Segment Open

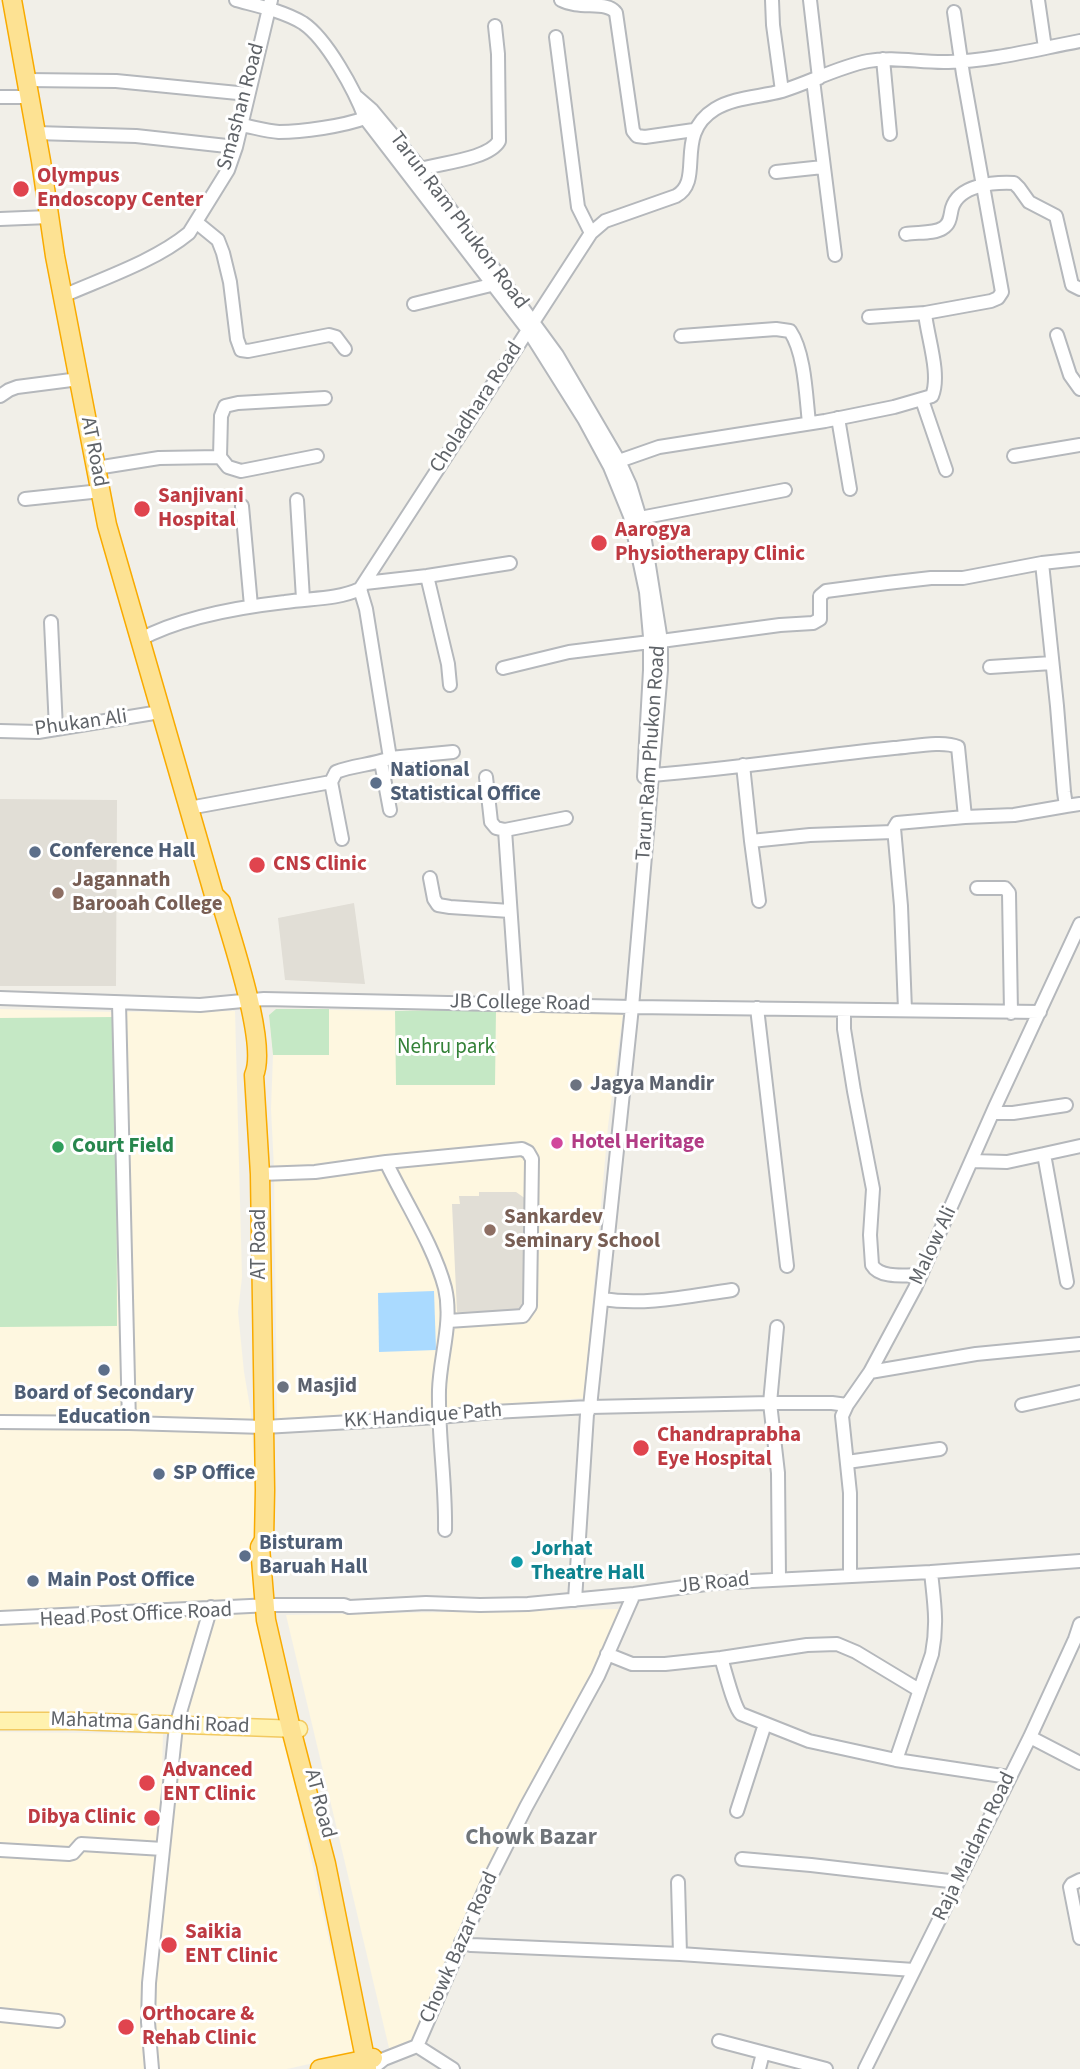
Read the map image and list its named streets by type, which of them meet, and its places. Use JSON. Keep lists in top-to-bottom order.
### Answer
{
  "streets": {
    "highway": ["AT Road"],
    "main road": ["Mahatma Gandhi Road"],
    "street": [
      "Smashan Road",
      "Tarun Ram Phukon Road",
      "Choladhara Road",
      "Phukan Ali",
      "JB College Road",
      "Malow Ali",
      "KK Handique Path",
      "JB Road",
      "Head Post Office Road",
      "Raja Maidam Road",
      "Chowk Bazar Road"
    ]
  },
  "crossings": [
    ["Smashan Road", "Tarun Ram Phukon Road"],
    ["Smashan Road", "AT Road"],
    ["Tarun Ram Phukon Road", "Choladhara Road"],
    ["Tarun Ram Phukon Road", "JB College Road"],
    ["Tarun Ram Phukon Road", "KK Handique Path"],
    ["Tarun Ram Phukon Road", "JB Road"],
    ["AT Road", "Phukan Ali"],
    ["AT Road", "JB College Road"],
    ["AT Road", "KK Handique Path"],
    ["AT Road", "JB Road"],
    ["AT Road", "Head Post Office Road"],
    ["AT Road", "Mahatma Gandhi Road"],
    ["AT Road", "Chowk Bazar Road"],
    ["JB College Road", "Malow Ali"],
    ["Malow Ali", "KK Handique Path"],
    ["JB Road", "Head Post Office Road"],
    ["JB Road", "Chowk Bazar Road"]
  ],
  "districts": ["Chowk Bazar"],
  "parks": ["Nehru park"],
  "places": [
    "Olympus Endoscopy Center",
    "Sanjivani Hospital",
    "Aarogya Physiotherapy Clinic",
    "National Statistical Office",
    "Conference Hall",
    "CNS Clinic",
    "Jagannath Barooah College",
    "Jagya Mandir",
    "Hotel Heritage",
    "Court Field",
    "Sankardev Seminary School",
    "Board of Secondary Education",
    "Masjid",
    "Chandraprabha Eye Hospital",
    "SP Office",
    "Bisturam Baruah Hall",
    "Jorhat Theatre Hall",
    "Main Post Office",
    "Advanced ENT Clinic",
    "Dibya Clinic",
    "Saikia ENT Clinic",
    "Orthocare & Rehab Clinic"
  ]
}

Segment Closed

* _What you will do_
Drop the images and transcribe the entries above exactly.

* _Solution to this exercise_
Read the map image and list its named streets by type, which of them meet, and its places. Use JSON. Keep lists in top-to-bottom order.
### Answer
{
  "streets": {
    "highway": ["AT Road"],
    "main road": ["Mahatma Gandhi Road"],
    "street": [
      "Smashan Road",
      "Tarun Ram Phukon Road",
      "Choladhara Road",
      "Phukan Ali",
      "JB College Road",
      "Malow Ali",
      "KK Handique Path",
      "JB Road",
      "Head Post Office Road",
      "Raja Maidam Road",
      "Chowk Bazar Road"
    ]
  },
  "crossings": [
    ["Smashan Road", "Tarun Ram Phukon Road"],
    ["Smashan Road", "AT Road"],
    ["Tarun Ram Phukon Road", "Choladhara Road"],
    ["Tarun Ram Phukon Road", "JB College Road"],
    ["Tarun Ram Phukon Road", "KK Handique Path"],
    ["Tarun Ram Phukon Road", "JB Road"],
    ["AT Road", "Phukan Ali"],
    ["AT Road", "JB College Road"],
    ["AT Road", "KK Handique Path"],
    ["AT Road", "JB Road"],
    ["AT Road", "Head Post Office Road"],
    ["AT Road", "Mahatma Gandhi Road"],
    ["AT Road", "Chowk Bazar Road"],
    ["JB College Road", "Malow Ali"],
    ["Malow Ali", "KK Handique Path"],
    ["JB Road", "Head Post Office Road"],
    ["JB Road", "Chowk Bazar Road"]
  ],
  "districts": ["Chowk Bazar"],
  "parks": ["Nehru park"],
  "places": [
    "Olympus Endoscopy Center",
    "Sanjivani Hospital",
    "Aarogya Physiotherapy Clinic",
    "National Statistical Office",
    "Conference Hall",
    "CNS Clinic",
    "Jagannath Barooah College",
    "Jagya Mandir",
    "Hotel Heritage",
    "Court Field",
    "Sankardev Seminary School",
    "Board of Secondary Education",
    "Masjid",
    "Chandraprabha Eye Hospital",
    "SP Office",
    "Bisturam Baruah Hall",
    "Jorhat Theatre Hall",
    "Main Post Office",
    "Advanced ENT Clinic",
    "Dibya Clinic",
    "Saikia ENT Clinic",
    "Orthocare & Rehab Clinic"
  ]
}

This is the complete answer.